Tuesday, November 24, 2009

The Adoption and Safe Families Act (ASFA)

Television has shown recently several cases of illegal immigrant women claiming for their children who were given in adoption while their mothers were imprisoned or deported. After women finishing their sentences they try to recover their children, but they realized that they have lost the parental rights under the Adoption and Safe Families Act (ASFA), which requires states to terminate parental rights if a child has been in foster care for 15 of the most recent 22 months. Is that situation right? Should be the children taken away from their mothers? In my opinion, this is a dramatic situation that should not occur because it affects the biological and adoptive mothers, but at the end, the most affected is the child.

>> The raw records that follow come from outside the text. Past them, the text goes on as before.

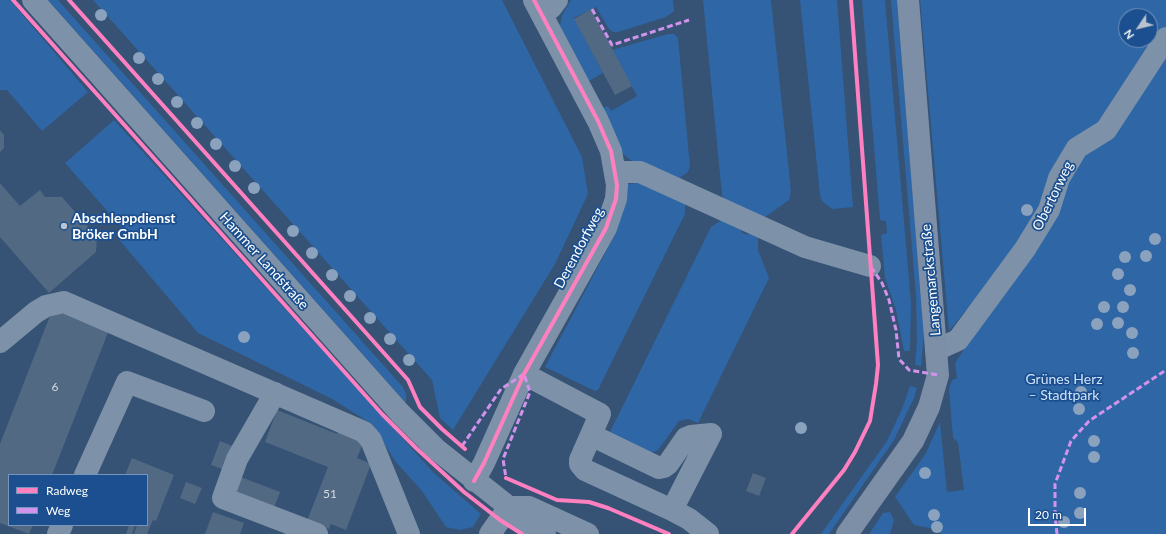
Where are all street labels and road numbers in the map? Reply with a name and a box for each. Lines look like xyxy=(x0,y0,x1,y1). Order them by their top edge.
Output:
street label: Obertorweg xyxy=(1029,159,1077,233)
street label: Derendorfweg xyxy=(551,205,607,291)
street label: Hammer Landstraße xyxy=(216,209,312,313)
street label: Langemarckstraße xyxy=(918,223,944,337)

First of all, it is important to mention that every year hundreds of women cross the U.S.-Mexico border looking for a better live for them and for their children. They leave their countries most of the time due to extreme poverty. They are able to arrive to the American territory thanks to coyotes. Once they enter into the U.S., these women and their families must pay large amount of money to these human dealers. In the case that they do not pay, their lives and their relatives’ lives are jeopardized. In order to pay that money, undocumented woman have to work intense hours without mentioning that they have to live with constant fear of being caught by the immigration authorities and being deported. There is a high probability that these ladies be caught by the authorities, and when it occur, they will be send to the prison or deported or both. When the children are separated from their mothers, they are sent to the foster care waiting for their parents to pick them up. However, according to the ASFA, parental rights can be terminated if a child has been in foster care for 15 of the most recent 22 months. After that time, the children can be given in adoption. Once undocumented mother are deported or incarcerated, they realize that after few months, they lose their children and start the process to recover them. This dramatic situation can be demonstrated through three cases: Encarnacion Bail Romero, Maria Luis and Lucia Leon. All of these are undocumented mothers who have lost their children in raids. These mothers lost their parental rights over their children while they were imprisoned and deported. The first case is the Guatemalan mother, Encarnacion Bail Romero. According to an article named, "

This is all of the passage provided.